Je lui serre la main, amusée.

Benoît n’a pas 10 ans et je m’imagine qu’il joue. Qu’il joue à faire semblant, qu’il joue à être un adulte, un « monsieur » bien comme il faut, qui serre la main pour dire bonjour et se délecte d’une courtoisie exquise. Et de fait, Benoît nous accompagne au salon et se tient assis droit comme un « i » sur sa chaise, silencieux, attentif à nos conversations d’adultes auxquelles il ne participe pas.

Pour un peu, je le comparerais bien à un chien de salon, digne et posé. Mais non, ce n’est pas un chien de salon, ce n’est qu’un enfant et je découvre bientôt qu’il ne joue pas. Non, Benoît a été éduqué comme cela. Il ne parle que quand on l’interroge, évoque sa famille en parlant de « la lignée maternelle et la lignée paternelle », il a des discours d’adulte malgré son corps d’enfant.

Benoît me met mal à l’aise, car je ne le sens pas heureux, pas naturel.

Cette façon d’être étriquée et convenue, elle lui a été enseignée. Benoît est un « enfant de race ».

Mes interlocuteurs d’ailleurs ne tarissent pas d’éloges à son égard, devant lui et sans s’adresser à lui mais à moi. J’ai presque l’impression qu’on me fait l’article comme sur un marché aux esclaves. Pourtant Benoît n’est pas à vendre. Benoît est là pour servir de faire valoir, comme certaines femmes auprès de leur mari ou amant.

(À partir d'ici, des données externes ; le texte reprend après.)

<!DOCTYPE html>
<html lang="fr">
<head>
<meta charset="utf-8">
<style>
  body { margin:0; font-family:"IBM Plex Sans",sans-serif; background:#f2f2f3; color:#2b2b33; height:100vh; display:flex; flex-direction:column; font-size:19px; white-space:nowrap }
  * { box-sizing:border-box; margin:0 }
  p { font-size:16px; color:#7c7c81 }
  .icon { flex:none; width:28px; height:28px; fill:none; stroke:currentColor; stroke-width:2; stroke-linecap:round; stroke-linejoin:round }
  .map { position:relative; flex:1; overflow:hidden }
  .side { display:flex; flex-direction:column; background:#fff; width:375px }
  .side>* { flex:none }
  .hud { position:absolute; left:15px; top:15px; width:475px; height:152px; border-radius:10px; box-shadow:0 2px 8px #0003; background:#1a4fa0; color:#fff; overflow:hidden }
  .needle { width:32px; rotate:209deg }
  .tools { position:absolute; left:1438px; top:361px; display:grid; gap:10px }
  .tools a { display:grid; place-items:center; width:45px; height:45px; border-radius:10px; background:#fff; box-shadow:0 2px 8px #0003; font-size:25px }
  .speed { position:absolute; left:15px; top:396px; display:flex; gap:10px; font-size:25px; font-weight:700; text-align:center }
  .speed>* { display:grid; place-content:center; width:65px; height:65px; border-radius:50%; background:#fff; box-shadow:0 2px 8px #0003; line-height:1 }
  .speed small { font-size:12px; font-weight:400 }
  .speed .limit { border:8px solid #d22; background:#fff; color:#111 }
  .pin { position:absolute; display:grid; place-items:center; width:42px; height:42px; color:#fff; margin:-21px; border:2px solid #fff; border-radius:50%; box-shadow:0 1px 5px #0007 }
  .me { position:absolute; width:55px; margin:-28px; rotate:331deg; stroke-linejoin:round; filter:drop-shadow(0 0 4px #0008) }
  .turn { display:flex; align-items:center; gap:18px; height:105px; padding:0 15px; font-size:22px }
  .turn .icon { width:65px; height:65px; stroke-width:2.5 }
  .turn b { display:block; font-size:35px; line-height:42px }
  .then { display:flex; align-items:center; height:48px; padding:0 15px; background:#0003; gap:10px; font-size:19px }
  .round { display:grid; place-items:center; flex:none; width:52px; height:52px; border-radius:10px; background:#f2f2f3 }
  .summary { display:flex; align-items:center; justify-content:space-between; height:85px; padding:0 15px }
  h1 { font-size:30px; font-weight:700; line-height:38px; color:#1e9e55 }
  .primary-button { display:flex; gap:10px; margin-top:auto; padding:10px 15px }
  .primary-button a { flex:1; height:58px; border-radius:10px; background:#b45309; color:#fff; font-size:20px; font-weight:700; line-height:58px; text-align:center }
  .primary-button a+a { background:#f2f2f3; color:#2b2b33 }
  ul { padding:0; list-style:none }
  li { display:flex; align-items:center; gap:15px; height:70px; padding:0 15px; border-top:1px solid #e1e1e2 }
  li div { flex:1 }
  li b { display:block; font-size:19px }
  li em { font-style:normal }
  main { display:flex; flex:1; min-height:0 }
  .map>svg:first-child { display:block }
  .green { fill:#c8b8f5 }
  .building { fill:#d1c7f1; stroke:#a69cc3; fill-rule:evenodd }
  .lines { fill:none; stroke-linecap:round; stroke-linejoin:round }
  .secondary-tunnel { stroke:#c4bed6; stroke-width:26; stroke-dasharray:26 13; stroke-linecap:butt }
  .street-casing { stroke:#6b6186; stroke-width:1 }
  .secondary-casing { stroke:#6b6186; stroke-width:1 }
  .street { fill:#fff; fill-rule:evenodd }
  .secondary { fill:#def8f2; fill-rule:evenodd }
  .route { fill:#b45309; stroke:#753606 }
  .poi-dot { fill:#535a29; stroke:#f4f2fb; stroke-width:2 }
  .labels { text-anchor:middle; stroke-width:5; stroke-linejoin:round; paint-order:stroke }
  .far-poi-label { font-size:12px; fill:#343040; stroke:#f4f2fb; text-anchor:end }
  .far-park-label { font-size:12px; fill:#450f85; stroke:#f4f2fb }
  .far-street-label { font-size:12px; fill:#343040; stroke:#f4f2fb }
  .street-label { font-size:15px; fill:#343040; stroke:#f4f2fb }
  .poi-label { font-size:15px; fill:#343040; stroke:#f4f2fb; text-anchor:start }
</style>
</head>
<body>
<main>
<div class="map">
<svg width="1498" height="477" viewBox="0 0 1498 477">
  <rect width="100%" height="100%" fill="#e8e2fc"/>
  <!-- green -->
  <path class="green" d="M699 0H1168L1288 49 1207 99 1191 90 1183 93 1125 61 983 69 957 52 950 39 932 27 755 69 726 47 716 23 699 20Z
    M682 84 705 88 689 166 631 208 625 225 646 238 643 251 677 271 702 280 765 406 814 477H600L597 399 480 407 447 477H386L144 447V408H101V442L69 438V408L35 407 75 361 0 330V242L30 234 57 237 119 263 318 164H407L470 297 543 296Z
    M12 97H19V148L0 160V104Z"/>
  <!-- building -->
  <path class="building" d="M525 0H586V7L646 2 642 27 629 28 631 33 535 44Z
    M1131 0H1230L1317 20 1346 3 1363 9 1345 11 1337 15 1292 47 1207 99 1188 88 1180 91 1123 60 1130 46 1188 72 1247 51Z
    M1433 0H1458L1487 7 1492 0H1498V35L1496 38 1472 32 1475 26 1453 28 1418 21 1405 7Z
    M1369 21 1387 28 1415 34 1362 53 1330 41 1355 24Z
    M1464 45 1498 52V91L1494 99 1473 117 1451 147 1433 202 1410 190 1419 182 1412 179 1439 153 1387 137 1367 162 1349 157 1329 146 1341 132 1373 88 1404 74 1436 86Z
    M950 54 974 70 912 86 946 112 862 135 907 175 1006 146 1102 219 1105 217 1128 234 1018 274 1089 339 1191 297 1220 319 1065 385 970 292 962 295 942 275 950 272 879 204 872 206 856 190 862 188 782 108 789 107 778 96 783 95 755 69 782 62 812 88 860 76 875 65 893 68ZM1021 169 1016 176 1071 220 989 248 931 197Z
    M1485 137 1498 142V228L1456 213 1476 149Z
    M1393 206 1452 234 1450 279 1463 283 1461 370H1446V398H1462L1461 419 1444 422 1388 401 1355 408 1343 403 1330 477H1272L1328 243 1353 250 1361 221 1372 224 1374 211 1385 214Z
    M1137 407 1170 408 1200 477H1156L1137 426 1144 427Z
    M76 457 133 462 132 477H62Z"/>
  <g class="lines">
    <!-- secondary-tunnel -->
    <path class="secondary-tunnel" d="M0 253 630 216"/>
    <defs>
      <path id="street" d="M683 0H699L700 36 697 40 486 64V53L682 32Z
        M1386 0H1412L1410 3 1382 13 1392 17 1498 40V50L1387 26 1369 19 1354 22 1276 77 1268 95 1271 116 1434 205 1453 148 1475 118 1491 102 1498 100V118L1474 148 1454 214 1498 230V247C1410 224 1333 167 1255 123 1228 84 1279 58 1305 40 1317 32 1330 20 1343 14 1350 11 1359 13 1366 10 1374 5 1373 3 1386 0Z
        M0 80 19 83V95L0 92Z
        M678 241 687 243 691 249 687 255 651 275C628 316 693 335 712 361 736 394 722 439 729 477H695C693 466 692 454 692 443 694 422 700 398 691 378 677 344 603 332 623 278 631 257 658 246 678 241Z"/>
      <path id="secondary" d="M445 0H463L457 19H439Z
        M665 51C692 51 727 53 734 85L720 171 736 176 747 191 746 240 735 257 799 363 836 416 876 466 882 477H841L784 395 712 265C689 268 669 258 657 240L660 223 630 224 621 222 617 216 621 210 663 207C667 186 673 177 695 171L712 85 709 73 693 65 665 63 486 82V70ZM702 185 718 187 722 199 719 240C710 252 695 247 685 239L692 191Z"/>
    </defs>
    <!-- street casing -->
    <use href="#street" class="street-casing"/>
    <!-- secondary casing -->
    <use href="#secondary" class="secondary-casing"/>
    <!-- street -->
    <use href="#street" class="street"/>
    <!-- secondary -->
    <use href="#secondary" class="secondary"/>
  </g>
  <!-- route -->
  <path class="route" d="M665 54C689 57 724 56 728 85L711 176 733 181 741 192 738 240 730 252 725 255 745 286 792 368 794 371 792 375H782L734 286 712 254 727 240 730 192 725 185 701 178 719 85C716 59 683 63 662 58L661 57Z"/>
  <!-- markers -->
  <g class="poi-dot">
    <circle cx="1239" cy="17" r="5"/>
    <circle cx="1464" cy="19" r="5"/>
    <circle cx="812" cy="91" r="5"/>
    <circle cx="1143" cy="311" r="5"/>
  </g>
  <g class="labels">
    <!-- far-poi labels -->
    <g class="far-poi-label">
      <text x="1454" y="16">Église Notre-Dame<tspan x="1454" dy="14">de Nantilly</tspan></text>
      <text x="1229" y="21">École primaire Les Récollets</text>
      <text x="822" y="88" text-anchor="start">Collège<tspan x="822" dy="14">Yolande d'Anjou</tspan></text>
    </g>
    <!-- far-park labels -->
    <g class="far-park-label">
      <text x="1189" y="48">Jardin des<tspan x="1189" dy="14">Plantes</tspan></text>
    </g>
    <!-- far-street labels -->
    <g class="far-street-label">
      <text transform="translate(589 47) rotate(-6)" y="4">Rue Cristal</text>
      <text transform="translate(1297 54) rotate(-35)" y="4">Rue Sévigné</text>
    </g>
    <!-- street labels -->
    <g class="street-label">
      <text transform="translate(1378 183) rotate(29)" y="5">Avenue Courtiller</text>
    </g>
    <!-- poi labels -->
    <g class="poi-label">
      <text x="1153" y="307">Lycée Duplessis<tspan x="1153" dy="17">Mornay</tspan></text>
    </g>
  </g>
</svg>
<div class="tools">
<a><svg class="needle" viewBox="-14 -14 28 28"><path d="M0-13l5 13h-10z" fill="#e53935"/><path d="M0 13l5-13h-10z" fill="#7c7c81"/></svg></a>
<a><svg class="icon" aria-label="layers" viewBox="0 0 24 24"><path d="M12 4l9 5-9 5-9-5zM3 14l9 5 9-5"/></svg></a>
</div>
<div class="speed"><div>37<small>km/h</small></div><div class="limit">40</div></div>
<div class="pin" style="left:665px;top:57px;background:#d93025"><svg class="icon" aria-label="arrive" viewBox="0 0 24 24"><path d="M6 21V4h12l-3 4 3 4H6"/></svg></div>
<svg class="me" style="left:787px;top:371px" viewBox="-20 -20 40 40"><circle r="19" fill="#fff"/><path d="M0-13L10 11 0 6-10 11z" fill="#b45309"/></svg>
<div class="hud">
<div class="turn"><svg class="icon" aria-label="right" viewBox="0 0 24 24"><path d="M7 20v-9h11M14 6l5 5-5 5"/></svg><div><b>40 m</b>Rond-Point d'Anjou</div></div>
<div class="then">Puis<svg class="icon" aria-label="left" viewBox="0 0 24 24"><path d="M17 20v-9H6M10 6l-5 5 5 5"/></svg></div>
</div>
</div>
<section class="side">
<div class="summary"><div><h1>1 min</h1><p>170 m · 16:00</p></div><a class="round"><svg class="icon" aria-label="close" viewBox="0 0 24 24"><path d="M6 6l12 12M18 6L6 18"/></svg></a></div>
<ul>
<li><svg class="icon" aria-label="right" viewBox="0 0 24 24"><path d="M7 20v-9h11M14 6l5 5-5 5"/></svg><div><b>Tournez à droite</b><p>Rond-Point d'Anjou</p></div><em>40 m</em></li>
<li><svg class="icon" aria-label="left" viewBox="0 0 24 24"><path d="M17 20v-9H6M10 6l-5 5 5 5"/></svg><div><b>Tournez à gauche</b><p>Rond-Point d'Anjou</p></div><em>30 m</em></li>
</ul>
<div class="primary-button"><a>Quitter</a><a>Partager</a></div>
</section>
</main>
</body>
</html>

Attitude qui, dans les deux cas, me révolte : ni les femmes ni les enfants ne sont des objets dont on peut se gausser de « posséder ».

Bref, le déjeuner a lieu, Benoît me met toujours autant mal à l’aise, coincé dans ce repas qui s’éternise, muet, si bien élevé qu’il n’ose pas réclamer un peu plus de fromage ou bien la permission de sortir de table. Les adultes me dérangent un peu aussi, à faire passer cet enfant après tout le monde, comme une quantité négligeable, comme s’il n’était pas là. Alors je redouble d’attention, de gentillesse, et je le couve un peu.

Et quand nous nous séparerons, une fois le café avalé, je ne lui laisserai pas le loisir de me tendre la main mais lui ferai un léger bisou sur la joue. Histoire d’offrir à cet enfant tendu un peu de… tendresse.